Using this advanced computational code, we simulate both crystal structures and nanostructures to predict a comprehensive array of optoelectronic properties. By solving the Kohn-Sham relations within the framework of a crystal lattice, we accurately determine the electronic and magnetic structures of the materials. This detailed approach allows us to gain profound insights into the material’s behavior, facilitating the design and optimization of next-generation optoelectronic devices. The Kohn-Sham equations, derived from Density Functional Theory (DFT), provide a framework for describing the behavior of electrons in a many-body system. They achieve this by transforming the complex many-electron problem into a set of more manageable single-electron problems, each moving in an effective potential that accounts for electron-electron interactions. This transformation simplifies the computational process while retaining the essential physics of the system.

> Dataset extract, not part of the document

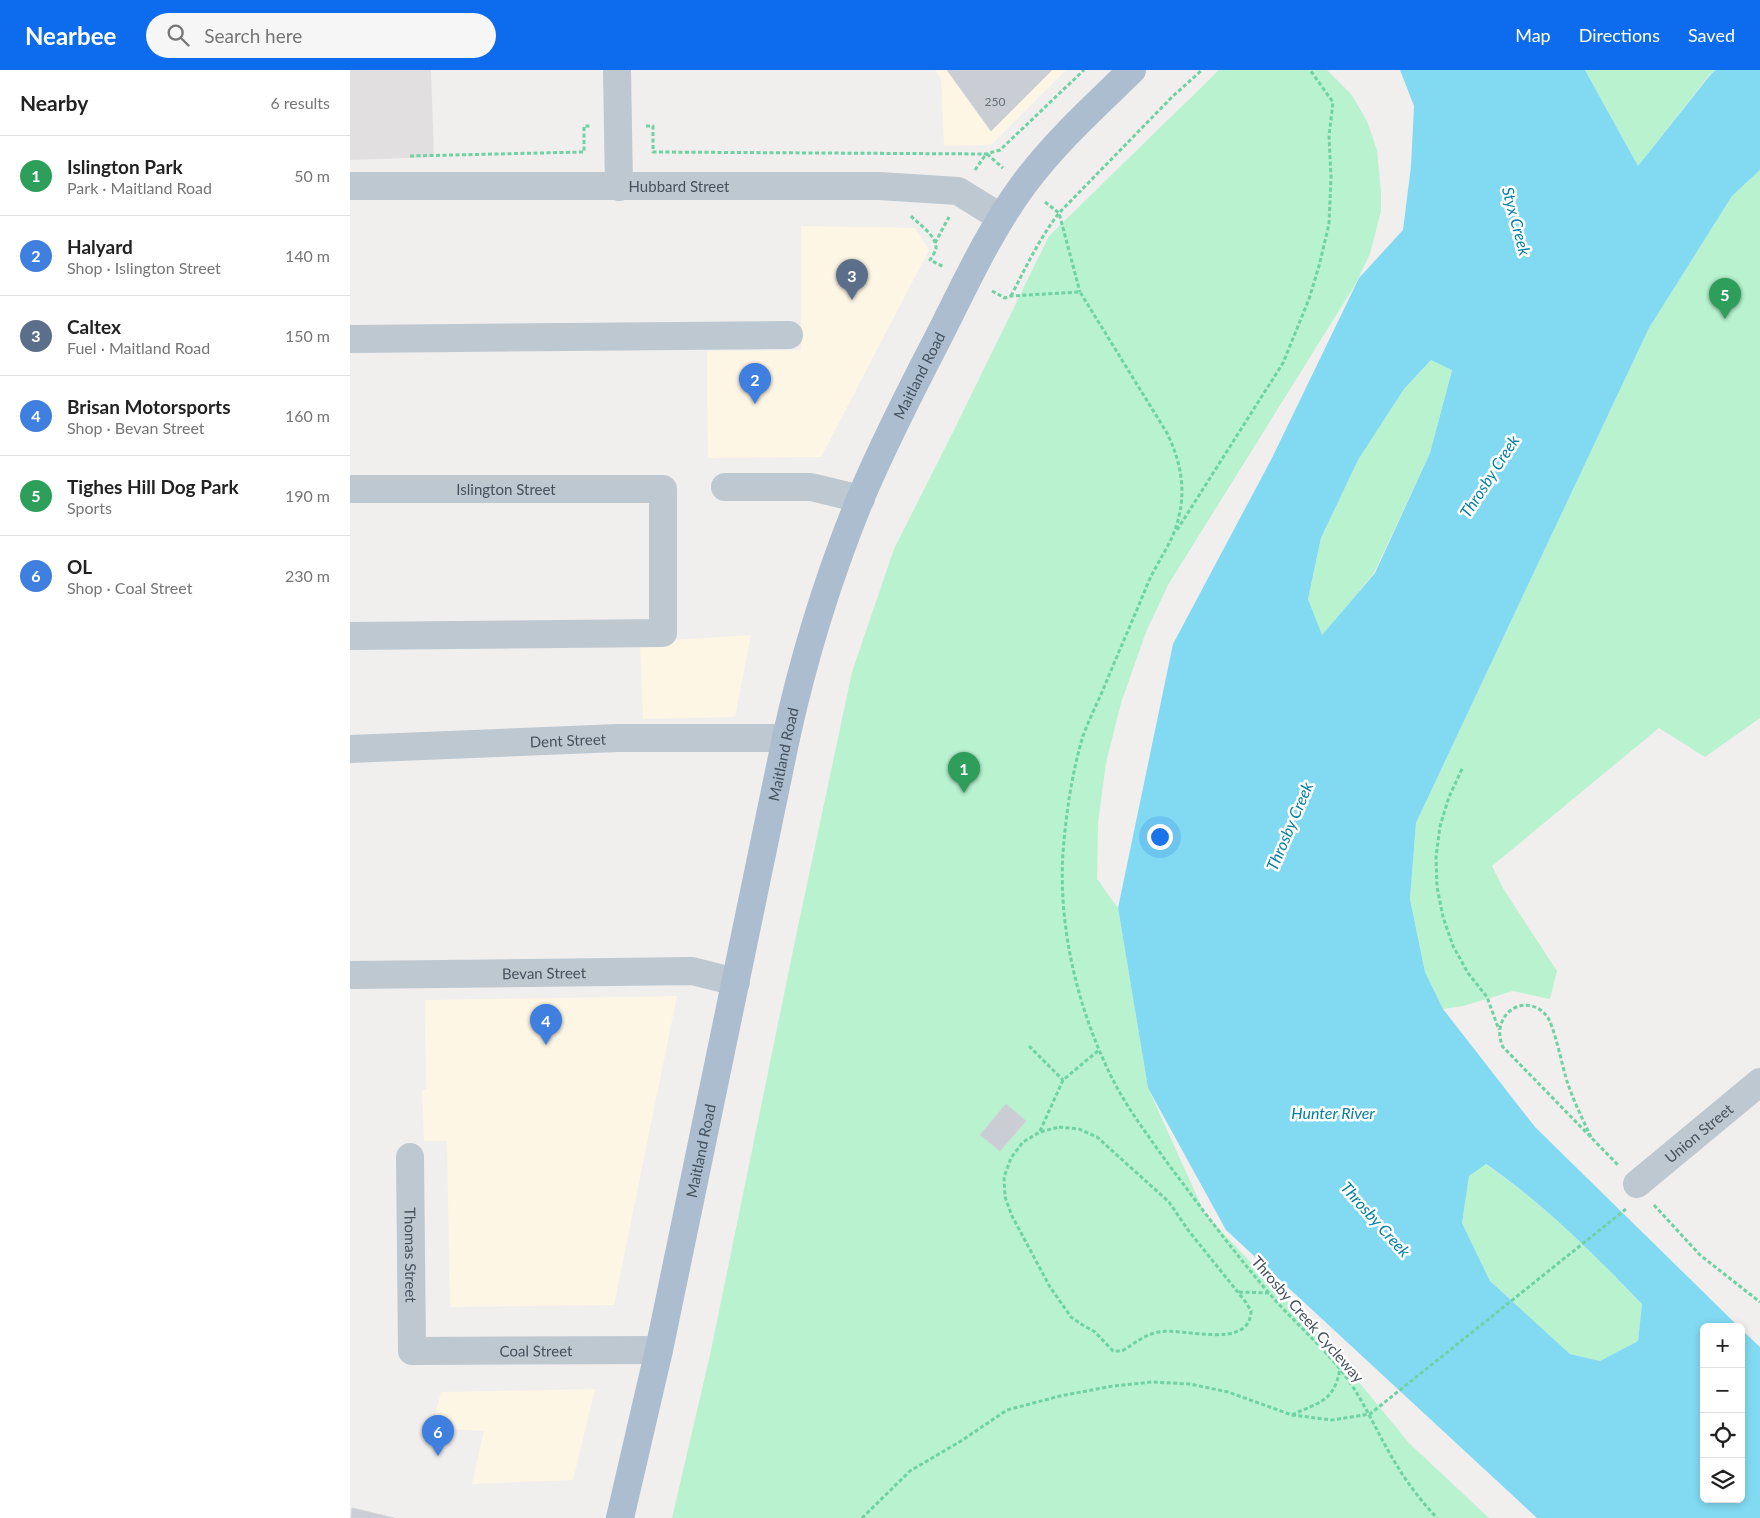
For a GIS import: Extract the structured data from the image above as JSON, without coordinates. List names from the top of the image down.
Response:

The Generalized Gradient Approximation (GGA) further enhances the accuracy of these calculations by incorporating the gradients of the electron density. Unlike the Local Density Approximation (LDA), which considers the electron density to be locally uniform, the GGA accounts for the spatial variations in the density. This inclusion of density gradients allows for a more precise description of the exchange-correlation energy, leading to improved predictions of material properties. These approximations, by addressing the limitations of mean-field approaches, enable the resolution of complex issues in electronic structure calculations. The GGA’s ability to provide a better approximation of the exchange-correlation functional makes it particularly valuable for studying systems with significant variations in electron density, thereby offering a more accurate and reliable depiction of the material’s electronic behavior.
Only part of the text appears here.